IAM: We Should Use All the Factors We Can

There has been a lot of talk recently about getting rid of passwords as a means of user identification. I can certainly understand why this opinion exists, especially with the ever-increasing number of data breaches being reported each year. It’s true that we users make all kinds of mistakes when choosing, protecting and employing passwords. We choose easy to guess passwords, we use the same passwords for business access and for our personnel accounts, we write our passwords down and store them in accessible places, we reveal our passwords during phishing attacks, we reuse our old passwords as often as we can and we exploit every weakness configured into the system password policy. Even users who are very careful with their passwords have lapses sometimes. And these weaknesses are not going to change; humans will continue to mess up and all the training in the world will not solve the problem. However, even knowing this, organizations and systems still rely on passwords as the primary factor necessary for system access.
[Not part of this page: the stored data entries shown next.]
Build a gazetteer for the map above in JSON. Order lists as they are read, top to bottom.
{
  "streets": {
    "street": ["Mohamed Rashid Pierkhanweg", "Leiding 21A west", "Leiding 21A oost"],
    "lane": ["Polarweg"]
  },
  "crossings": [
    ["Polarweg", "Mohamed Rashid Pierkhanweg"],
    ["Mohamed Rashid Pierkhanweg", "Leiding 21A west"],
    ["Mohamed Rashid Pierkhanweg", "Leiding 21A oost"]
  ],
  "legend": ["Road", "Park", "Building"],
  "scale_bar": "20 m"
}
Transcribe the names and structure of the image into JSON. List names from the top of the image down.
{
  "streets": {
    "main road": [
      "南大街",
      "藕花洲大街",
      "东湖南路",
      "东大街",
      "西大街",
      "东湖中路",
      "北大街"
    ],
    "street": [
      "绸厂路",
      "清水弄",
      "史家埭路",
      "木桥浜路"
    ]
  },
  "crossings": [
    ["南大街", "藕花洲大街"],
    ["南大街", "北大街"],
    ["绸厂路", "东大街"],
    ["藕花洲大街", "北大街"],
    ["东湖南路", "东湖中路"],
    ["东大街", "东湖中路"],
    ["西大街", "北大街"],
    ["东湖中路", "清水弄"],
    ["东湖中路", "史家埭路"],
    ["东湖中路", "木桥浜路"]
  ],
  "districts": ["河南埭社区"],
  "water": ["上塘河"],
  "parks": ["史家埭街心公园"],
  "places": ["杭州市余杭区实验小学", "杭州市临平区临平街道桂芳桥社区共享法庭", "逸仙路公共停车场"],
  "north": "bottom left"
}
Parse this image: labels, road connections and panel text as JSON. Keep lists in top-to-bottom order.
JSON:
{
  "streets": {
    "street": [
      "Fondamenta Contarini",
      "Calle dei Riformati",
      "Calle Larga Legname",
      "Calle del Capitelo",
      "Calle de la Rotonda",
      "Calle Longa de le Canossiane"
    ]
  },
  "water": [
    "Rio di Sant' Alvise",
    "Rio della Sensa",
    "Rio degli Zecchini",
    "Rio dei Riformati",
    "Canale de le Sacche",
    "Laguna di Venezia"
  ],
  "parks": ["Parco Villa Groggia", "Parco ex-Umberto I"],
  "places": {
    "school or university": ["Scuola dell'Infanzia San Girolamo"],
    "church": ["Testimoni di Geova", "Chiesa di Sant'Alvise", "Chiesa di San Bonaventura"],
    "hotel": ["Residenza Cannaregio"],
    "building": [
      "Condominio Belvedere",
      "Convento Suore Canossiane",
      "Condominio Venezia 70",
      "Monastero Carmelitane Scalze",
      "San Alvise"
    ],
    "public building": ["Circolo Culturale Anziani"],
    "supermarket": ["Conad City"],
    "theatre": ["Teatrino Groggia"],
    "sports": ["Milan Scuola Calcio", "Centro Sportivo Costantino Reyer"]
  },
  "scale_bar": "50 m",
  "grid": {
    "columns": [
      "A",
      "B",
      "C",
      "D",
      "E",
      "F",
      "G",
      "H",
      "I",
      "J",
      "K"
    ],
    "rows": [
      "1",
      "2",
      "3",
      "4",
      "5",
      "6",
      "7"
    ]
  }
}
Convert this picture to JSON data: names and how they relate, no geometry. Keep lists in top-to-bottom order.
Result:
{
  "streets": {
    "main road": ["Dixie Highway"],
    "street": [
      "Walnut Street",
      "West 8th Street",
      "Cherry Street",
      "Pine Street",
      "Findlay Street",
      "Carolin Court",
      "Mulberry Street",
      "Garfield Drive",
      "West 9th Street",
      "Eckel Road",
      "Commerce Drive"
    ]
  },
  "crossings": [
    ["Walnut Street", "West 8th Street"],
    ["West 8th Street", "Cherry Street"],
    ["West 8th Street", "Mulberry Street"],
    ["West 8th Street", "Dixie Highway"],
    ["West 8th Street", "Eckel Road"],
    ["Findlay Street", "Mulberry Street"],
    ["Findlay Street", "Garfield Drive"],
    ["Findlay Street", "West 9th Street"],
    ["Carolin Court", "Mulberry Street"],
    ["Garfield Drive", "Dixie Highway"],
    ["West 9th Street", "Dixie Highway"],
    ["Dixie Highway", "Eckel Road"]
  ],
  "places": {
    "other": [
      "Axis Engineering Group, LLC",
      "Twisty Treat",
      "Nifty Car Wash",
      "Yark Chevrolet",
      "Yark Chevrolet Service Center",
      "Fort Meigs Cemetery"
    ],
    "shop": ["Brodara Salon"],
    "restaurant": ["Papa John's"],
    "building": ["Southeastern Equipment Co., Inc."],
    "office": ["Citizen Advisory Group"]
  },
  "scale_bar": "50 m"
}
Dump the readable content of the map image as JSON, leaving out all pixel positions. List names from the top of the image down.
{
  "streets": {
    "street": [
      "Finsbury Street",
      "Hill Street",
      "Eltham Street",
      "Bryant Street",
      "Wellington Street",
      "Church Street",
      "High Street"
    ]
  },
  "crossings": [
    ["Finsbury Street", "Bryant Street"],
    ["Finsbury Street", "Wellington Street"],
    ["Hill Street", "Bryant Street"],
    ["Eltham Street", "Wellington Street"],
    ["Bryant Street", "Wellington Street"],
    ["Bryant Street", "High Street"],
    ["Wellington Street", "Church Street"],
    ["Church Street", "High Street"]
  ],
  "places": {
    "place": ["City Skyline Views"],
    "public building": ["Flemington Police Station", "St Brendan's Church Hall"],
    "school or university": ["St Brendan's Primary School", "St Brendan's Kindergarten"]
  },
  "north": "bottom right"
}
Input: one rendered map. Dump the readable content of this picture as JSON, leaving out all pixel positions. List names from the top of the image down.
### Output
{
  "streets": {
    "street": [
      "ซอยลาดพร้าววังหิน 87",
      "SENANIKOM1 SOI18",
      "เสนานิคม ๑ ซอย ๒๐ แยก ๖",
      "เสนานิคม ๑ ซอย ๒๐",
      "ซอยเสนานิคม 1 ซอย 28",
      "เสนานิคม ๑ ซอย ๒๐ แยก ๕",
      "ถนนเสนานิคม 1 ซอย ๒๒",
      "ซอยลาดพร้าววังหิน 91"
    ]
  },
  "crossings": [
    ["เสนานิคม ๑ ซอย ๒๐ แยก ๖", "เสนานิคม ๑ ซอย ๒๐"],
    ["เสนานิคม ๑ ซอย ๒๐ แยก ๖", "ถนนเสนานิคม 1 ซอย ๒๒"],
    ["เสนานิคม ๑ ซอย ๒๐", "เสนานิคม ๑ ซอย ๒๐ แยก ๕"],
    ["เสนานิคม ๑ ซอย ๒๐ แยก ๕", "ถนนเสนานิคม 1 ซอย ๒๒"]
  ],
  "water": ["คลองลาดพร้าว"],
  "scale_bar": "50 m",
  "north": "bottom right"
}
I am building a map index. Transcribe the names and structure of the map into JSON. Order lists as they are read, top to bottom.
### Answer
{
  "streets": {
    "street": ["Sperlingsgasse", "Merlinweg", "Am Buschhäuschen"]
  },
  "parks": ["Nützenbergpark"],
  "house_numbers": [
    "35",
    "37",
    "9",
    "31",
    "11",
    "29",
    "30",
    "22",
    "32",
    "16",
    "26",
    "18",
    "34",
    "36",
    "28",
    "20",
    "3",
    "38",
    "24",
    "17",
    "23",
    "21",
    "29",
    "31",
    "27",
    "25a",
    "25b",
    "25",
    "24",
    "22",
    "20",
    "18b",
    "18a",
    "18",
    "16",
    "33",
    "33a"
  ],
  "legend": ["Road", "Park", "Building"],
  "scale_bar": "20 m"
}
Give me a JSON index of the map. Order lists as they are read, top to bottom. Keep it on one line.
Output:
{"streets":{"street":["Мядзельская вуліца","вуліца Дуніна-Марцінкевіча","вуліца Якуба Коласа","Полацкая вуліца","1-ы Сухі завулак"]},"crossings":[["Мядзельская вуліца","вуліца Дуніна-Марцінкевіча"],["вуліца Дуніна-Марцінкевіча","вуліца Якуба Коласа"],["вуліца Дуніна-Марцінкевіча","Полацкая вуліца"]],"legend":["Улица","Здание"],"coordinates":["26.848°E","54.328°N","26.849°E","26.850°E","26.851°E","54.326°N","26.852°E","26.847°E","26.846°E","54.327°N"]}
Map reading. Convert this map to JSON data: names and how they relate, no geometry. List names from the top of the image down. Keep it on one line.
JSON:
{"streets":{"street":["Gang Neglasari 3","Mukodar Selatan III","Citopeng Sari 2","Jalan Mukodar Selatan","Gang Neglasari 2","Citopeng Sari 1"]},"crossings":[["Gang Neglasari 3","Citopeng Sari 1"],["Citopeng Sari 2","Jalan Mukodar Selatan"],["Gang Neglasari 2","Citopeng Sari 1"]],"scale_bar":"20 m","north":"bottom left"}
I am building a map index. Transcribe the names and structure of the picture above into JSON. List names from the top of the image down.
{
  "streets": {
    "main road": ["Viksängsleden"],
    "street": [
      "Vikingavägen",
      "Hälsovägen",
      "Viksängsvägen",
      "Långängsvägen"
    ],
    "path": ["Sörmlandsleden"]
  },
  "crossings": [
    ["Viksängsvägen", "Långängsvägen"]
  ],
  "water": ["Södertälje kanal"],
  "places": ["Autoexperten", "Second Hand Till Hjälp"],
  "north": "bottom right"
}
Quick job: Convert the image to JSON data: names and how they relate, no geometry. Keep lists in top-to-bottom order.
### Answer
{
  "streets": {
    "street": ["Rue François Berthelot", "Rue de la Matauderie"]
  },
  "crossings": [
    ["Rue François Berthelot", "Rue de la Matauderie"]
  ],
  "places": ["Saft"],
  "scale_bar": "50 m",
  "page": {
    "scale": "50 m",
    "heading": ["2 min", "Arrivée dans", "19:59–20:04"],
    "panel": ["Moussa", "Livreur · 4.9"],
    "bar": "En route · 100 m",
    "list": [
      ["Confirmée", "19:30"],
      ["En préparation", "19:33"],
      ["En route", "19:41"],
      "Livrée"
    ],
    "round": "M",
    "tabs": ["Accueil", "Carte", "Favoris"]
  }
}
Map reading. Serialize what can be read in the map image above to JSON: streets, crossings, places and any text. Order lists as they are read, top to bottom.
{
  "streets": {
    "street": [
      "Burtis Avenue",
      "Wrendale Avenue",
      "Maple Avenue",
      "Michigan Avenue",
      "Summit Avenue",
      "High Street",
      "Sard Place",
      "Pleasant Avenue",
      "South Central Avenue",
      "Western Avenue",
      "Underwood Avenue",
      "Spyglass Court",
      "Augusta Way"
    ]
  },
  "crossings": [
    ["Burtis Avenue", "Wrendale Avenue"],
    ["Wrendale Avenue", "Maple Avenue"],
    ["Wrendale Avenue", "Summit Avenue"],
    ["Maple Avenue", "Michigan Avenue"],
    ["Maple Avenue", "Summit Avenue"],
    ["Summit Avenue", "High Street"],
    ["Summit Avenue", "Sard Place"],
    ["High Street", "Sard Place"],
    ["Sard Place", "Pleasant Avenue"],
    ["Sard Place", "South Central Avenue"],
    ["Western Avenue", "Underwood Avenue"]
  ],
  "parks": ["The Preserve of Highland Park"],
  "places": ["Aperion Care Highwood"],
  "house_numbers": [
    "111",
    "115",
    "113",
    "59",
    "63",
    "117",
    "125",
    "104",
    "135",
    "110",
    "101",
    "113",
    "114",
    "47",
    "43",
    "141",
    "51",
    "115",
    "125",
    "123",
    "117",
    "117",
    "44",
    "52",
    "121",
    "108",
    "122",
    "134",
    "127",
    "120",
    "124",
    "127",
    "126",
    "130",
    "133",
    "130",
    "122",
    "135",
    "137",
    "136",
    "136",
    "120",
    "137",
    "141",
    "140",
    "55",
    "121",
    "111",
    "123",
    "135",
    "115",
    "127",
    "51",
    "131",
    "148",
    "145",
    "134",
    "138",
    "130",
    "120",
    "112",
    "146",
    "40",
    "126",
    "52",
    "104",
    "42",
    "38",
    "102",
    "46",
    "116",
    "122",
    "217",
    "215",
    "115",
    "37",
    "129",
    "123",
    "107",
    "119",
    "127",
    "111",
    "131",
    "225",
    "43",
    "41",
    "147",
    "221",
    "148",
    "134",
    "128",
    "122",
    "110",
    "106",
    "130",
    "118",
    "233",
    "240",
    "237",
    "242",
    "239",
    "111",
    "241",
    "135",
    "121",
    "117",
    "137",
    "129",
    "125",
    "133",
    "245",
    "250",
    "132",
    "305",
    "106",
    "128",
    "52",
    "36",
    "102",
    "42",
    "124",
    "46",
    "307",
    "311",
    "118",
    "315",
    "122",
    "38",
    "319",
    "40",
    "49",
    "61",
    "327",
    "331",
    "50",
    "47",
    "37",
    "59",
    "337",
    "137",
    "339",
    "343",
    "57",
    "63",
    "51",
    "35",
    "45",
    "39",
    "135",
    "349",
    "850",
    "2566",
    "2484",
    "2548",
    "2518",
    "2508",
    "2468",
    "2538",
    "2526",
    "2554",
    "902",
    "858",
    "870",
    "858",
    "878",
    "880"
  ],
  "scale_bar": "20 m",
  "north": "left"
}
The real problem exists in identity management itself. There are four good factors (in my opinion) that can be used to identify individuals: something you know, something you have, something you are and somewhere you are. When you ask a user to identify themselves by password and to identify a picture or answer a question they have previously chosen, that is not multi-factor authentication. That is just using two different instances of the same factor in order to identify a user. This doesn’t add very much real security.

Better security comes when you add a true additional factor, such as something you have. This could be a bank card for example. When you go to an ATM, insert your bank card and type in your PIN, that is a true form of dual-factor authentication, and this increases security considerably. However, as we have all heard about or seen on the news, this kind of dual-factor authentication can also be overcome. Some people write their PIN on the back of their card, or on a slip of paper they keep with them, so that if their purse or wallet is stolen their bank identity is stolen as well. Such dual-factor authentication can even be physically dangerous at times as many people have been beaten into revealing their PINs or passwords. Other examples of identification mechanisms you might “have” are hard or soft tokens or PIV cards.

You can also have dual-factor or even triple-factor authentication using something you have, something you are (i.e. biometrics) and/or somewhere you are. This is basically what people advocating getting rid of passwords are proposing; let’s take the “what you know” human factor out of the loop.

But I say, why limit yourself? Let’s keep “something you know” in play. Identity and access control are such big problems, why not use every factor that you can? Every factor you add increases your true level of security by a large degree. People will complain about the lack of convenience and the expense in time and money that this entails. But, hey, everybody should know by now that real information security is both difficult and a pain in the neck! We need to just bite the bullet and do it right or suffer the consequences.